Monday, January 16, 2012

Newsweek's Downward Spiral Continues

There was a time when I used to enjoy reading Newsweek.  Then came the rise of 24-hour news channels and internet news sites, all providing stunning visuals and breaking news in real time. Weekly news magazines like Newsweek quickly became outdated dinosaurs   The only way for Newsweek to compete and try to stay relevant was to offer in-depth, thoughtful analysis. But, with the rise of political blogs, they lost even more ground.

Now, the folks at Newsweek are just plain desperate.

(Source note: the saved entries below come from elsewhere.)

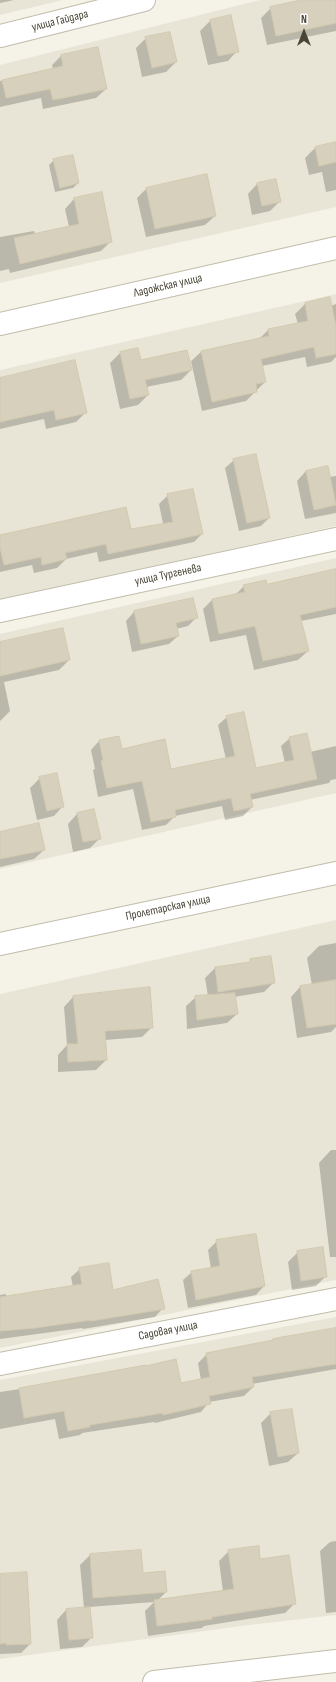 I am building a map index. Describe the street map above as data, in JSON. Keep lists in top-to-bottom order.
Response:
{
  "streets": {
    "street": [
      "улица Гайдара",
      "Ладожская улица",
      "улица Тургенева",
      "Пролетарская улица",
      "Садовая улица"
    ]
  },
  "north": "top"
} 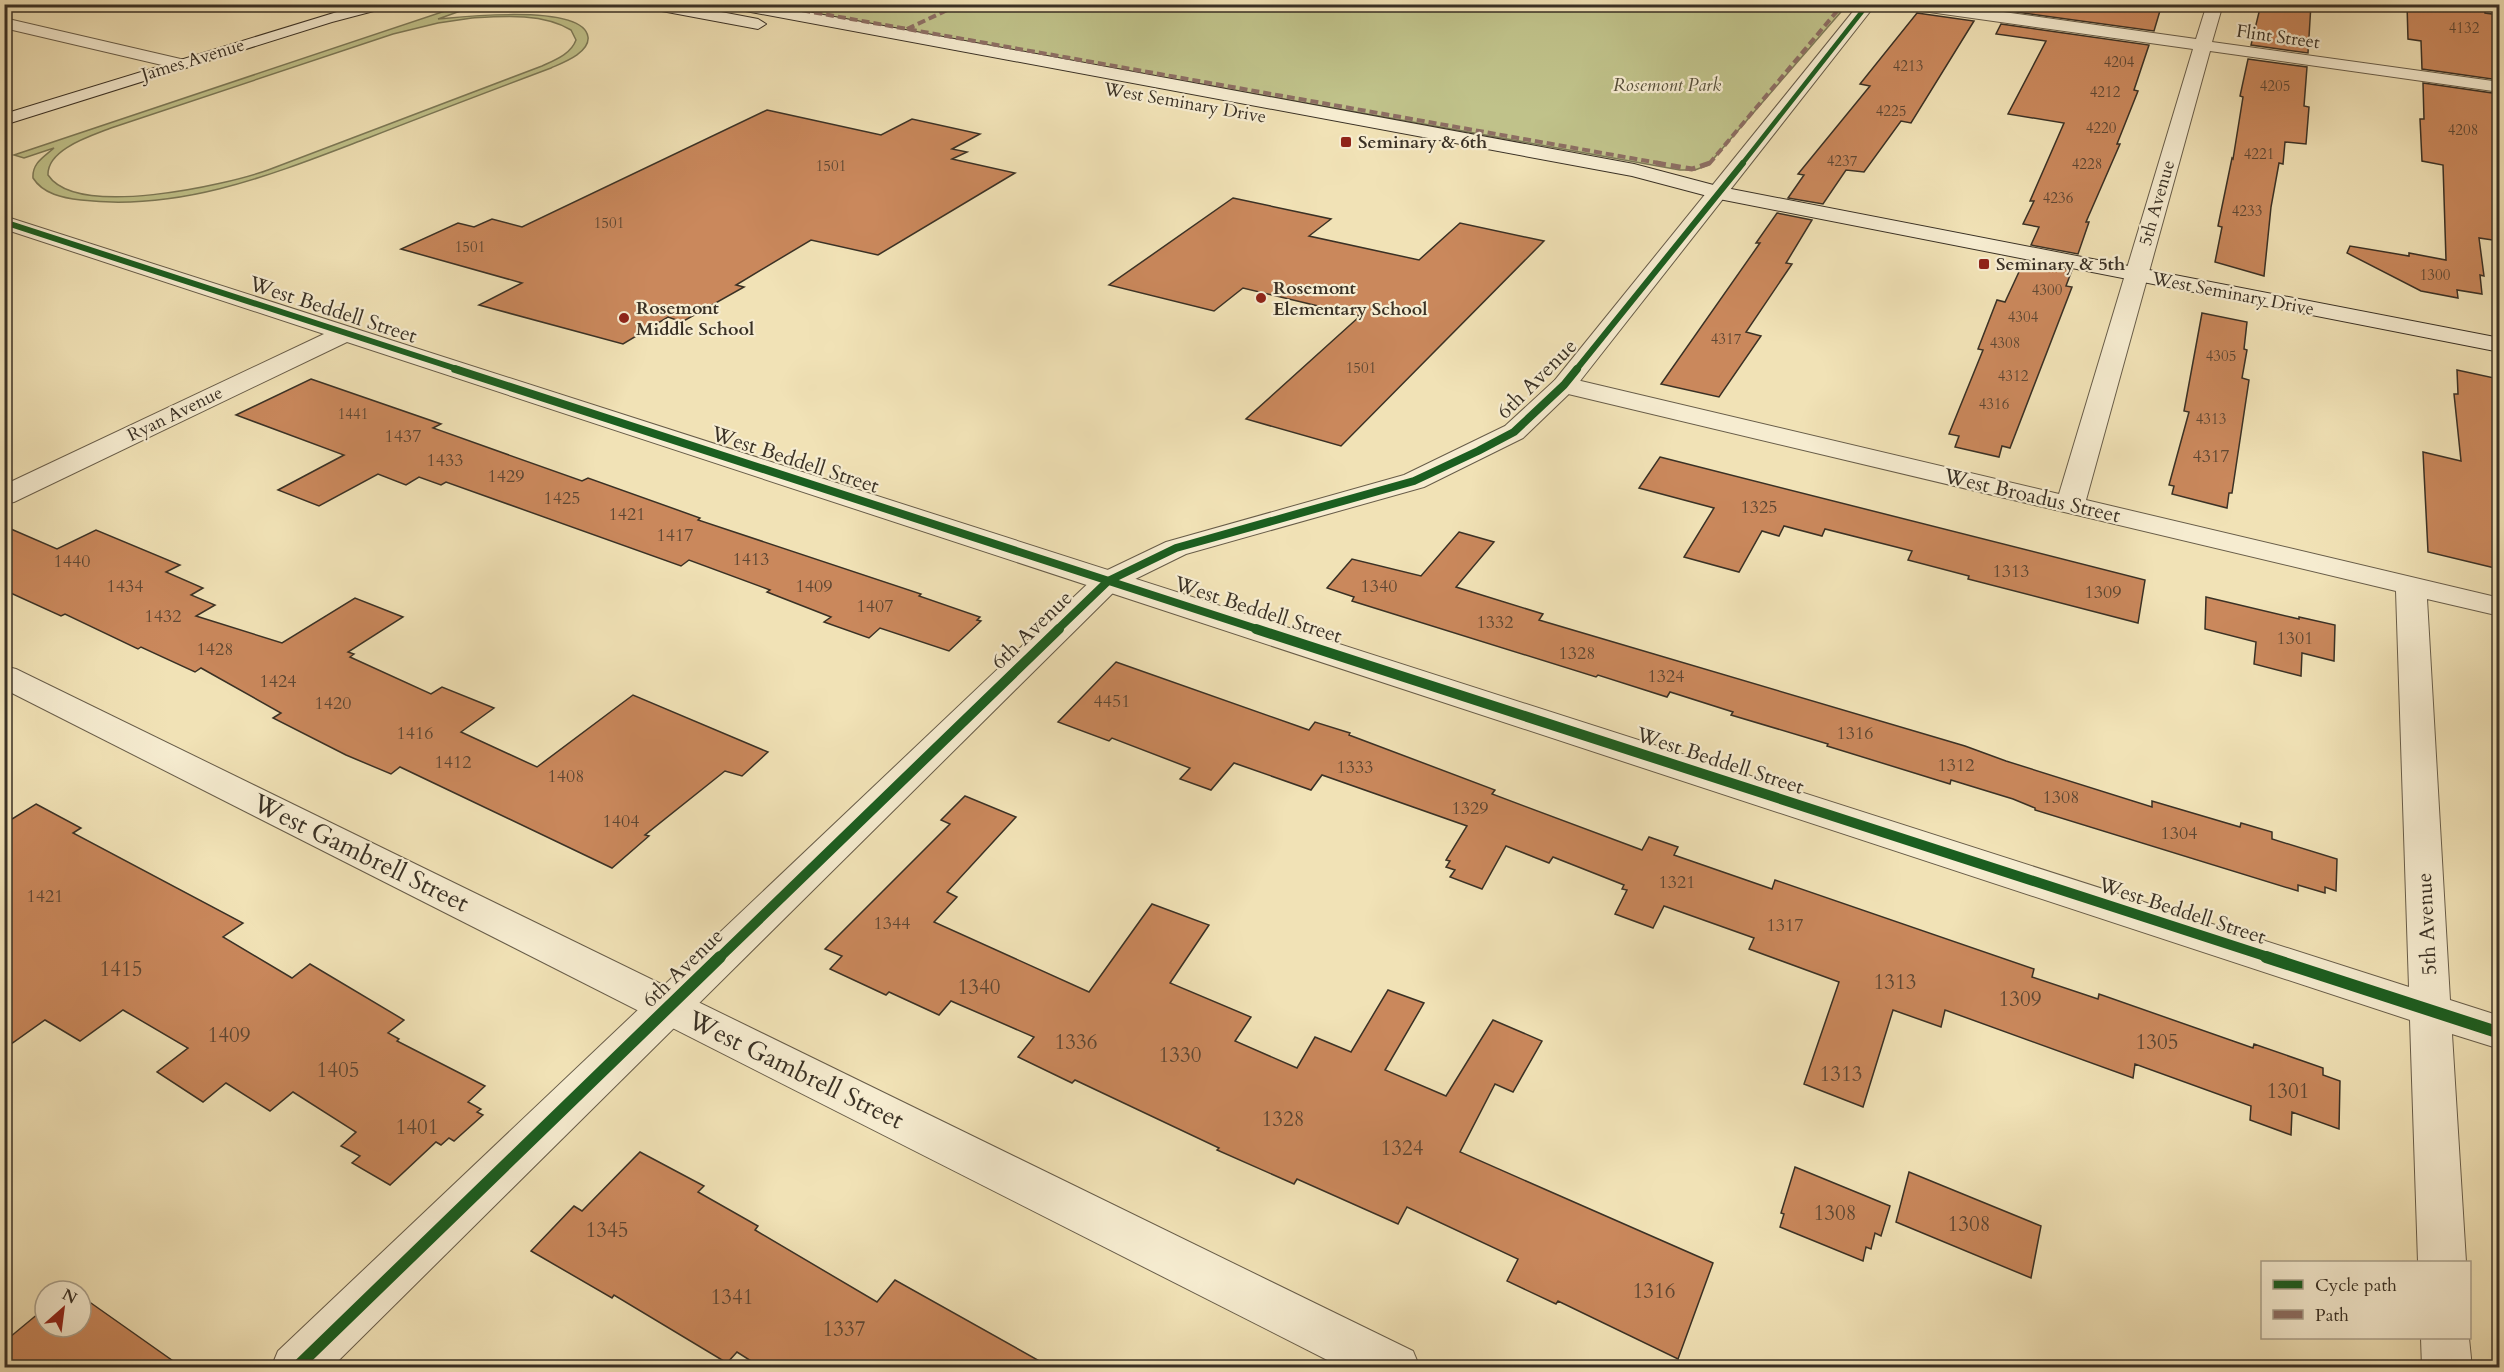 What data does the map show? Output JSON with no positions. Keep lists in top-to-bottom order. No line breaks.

Their latest cover poses the question: "Why Are Obama's Critics So Dumb?"  Since when did elitist name-calling become a substitute for well-researched journalism? The editors at Newsweek are not even trying to pretend that they're a legitimate source of news anymore. I can't decide if it's more sad than pathetic.

This cover story is just the latest in a long line of questionable choices made by the Newsweek editorial board.  They've taken heat in the past year for their gleefully unflattering covers of Tea Party favorites Michelle Bachmann and Sarah Palin, but those weren't the worst of it.

For me, the most egregious "jump the shark" moment for Newsweek came when they photoshopped a 14-years-dead-and-gone Princess Diana, digitally aged to appear 50 years old and walking alongside her son's soon-to-be wife, Kate Middleton. A new low that even the sleaziest tabloids have not attempted. Disgusting.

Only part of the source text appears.